Building a Wordle Bot In Under 100 Lines of Python

January 26, 2022

If you don’t know what Wordle is, get out from under your rock and check it out. It’s a simple game at surface level but does end up needing some strategy to master it. It didn’t take more than a couple of rounds of playing it before my curiosity piqued and I felt the need to build a bot to play the game and learn more about it. Let’s get going!

The Objective

Build a Python program that plays Wordle. It should make guesses of words and try and figure out the ultimate answer word in as few guesses as possible.

The Basics

The basics of the game are pretty straightforward. We need to be able to keep a list of valid words, make guesses, collect responses, and update our word list based on the data in those responses. This high-level Python code can be the baseline of our solving application.

def solve():
    valid_words = ALL_WORDS
    while True:
        guess = make_guess(valid_words)
        print("Guess: " + guess.upper())
        result = collect_result()
        if result == CORRECT:
            print("I won!")
        valid_words = update_valid_words(valid_words, guess, result)

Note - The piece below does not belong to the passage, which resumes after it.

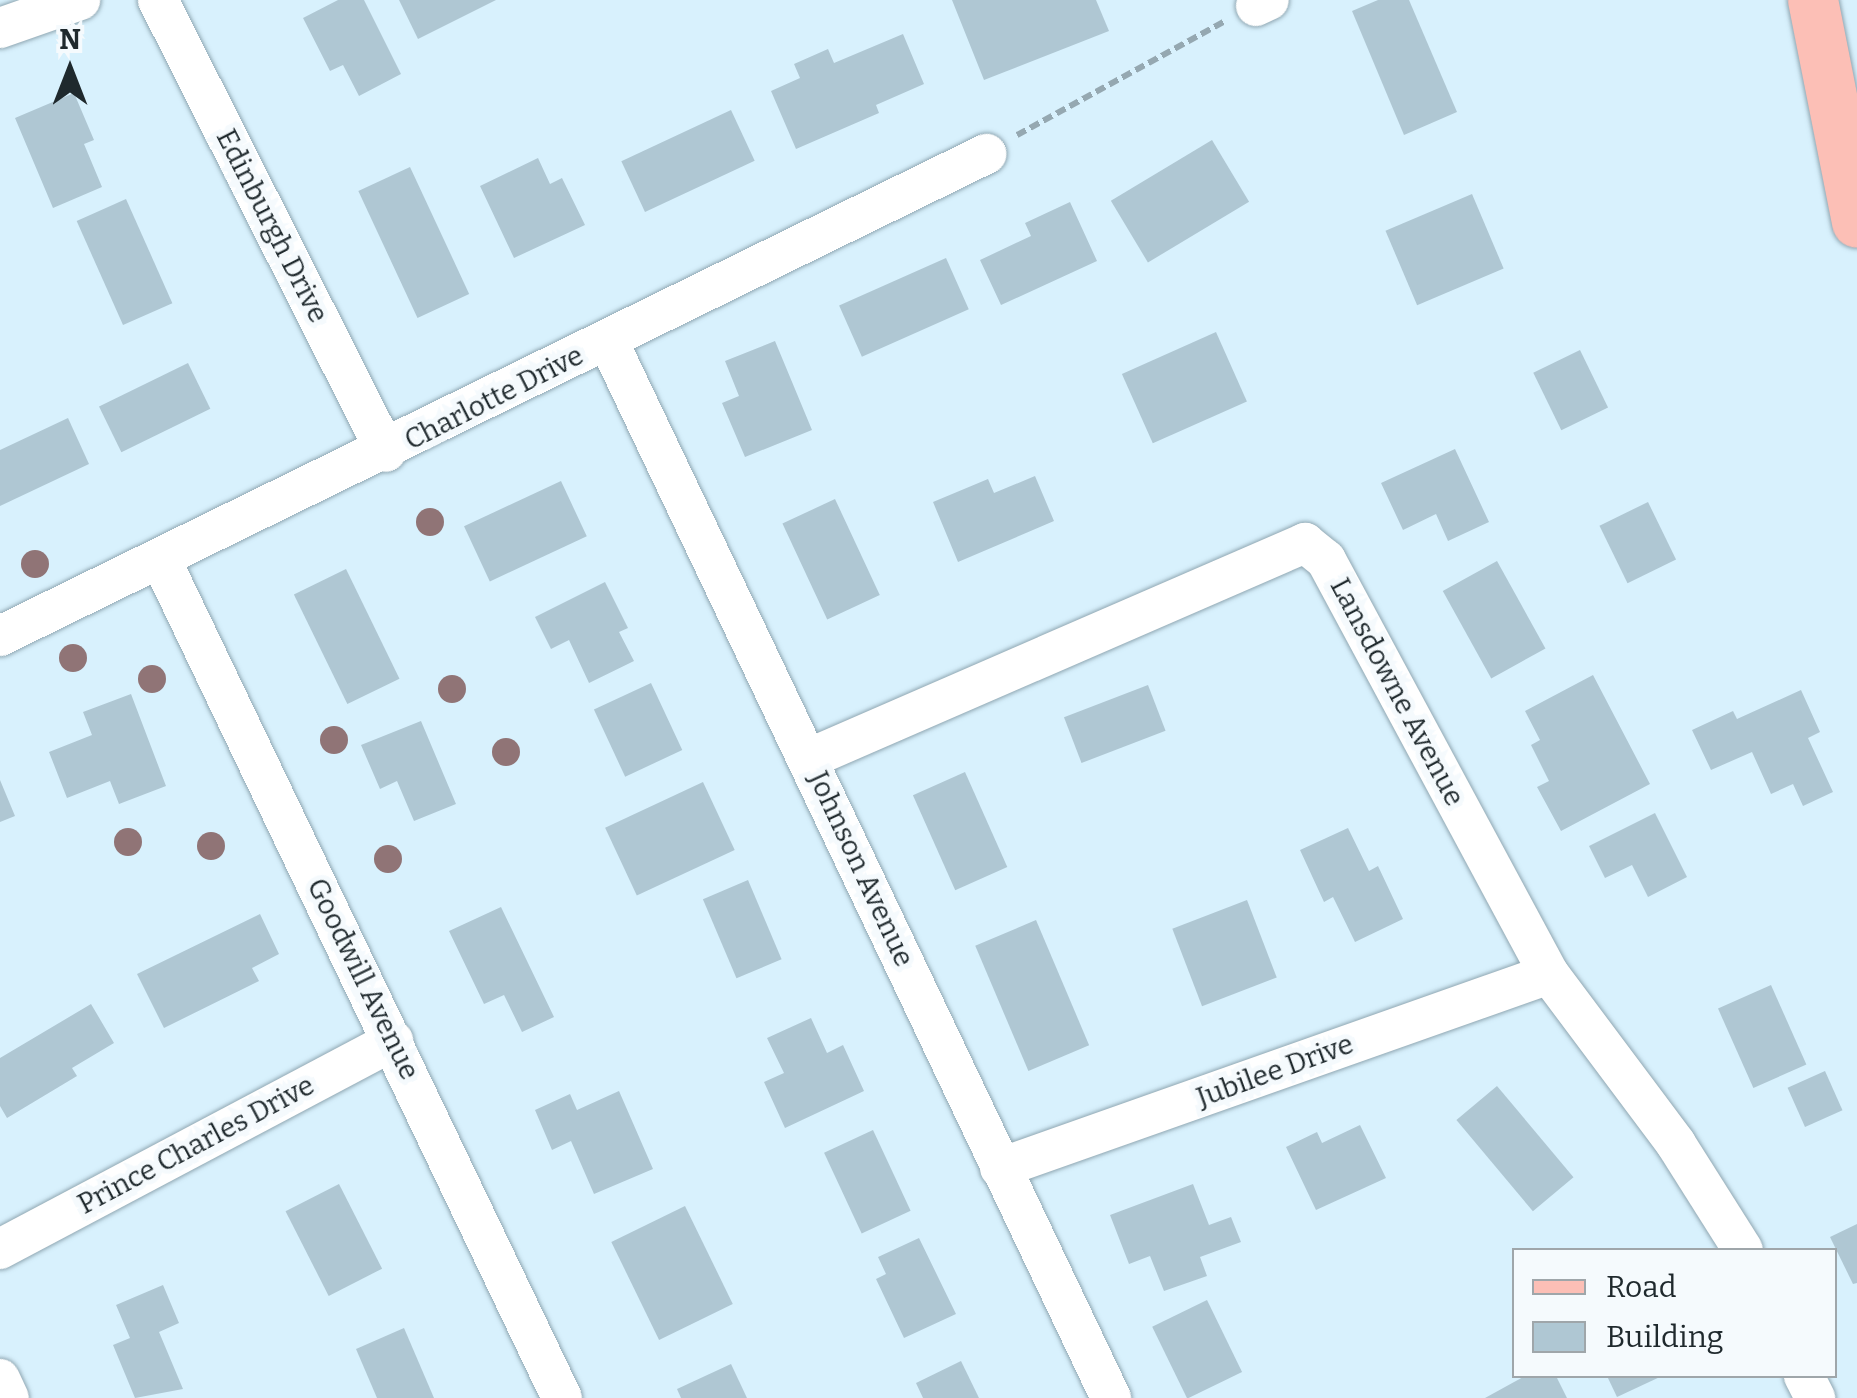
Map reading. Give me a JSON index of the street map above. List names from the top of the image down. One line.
{"streets":{"street":["Edinburgh Drive","Charlotte Drive","Lansdowne Avenue","Johnson Avenue","Goodwill Avenue","Jubilee Drive","Prince Charles Drive"]},"crossings":[["Edinburgh Drive","Charlotte Drive"],["Charlotte Drive","Johnson Avenue"],["Charlotte Drive","Goodwill Avenue"],["Lansdowne Avenue","Johnson Avenue"],["Lansdowne Avenue","Jubilee Drive"],["Johnson Avenue","Jubilee Drive"],["Goodwill Avenue","Prince Charles Drive"]],"legend":["Road","Building"],"north":"top"}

We really only have 3 methods to build here with this simple structure. The first is make_guess. This method should take a list of valid words and guess a word out of that list. To start, let’s just choose randomly. We’ll make this smarter later. For now we just want to get the basic gameplay in place.

import random

def make_guess(valid_words):
    """ Given a list of valid words, make a guess as to the next word """
    return random.choice(valid_words)

The collect_result method just needs to collect some input from the user about the guess. The user of our program will input the guess into the Wordle website and that will tell us what is right and wrong. The user needs to input those values into our program. We’ll use 3 different characters to denote the 3 possible results for each letter:

  • _ = Miss - this letter does not appear in the word
  • ? = Wrong Spot - this letter is in the word but not in this location
  • ! = Correct - this letter appears in the word in this spot

Some straightforward Python user input collection along with some regex matching for data validation gets us on our way.

import re

def collect_result():
    """ Collect the result of our guess from the user """
    result = input("What's the result? (_/?/!) ")
    match = re.match(r'^[!?_]{5}', result)
    if not match:
        print("Invalid response string, try again")
        return collect_result()
    return result

Now we need to update our valid words based on our guess and the result, that’s what the update_valid_words method is for. We’ll start with a trivial implementation of this that isn’t very performant but should get the job done. We’ll iterate through all remaining valid words and see if they would have yielded the same result had we guessed our guess. In order to do this, we’ll need a new method called get_result that will return what the result for a guess would be if we knew the answer.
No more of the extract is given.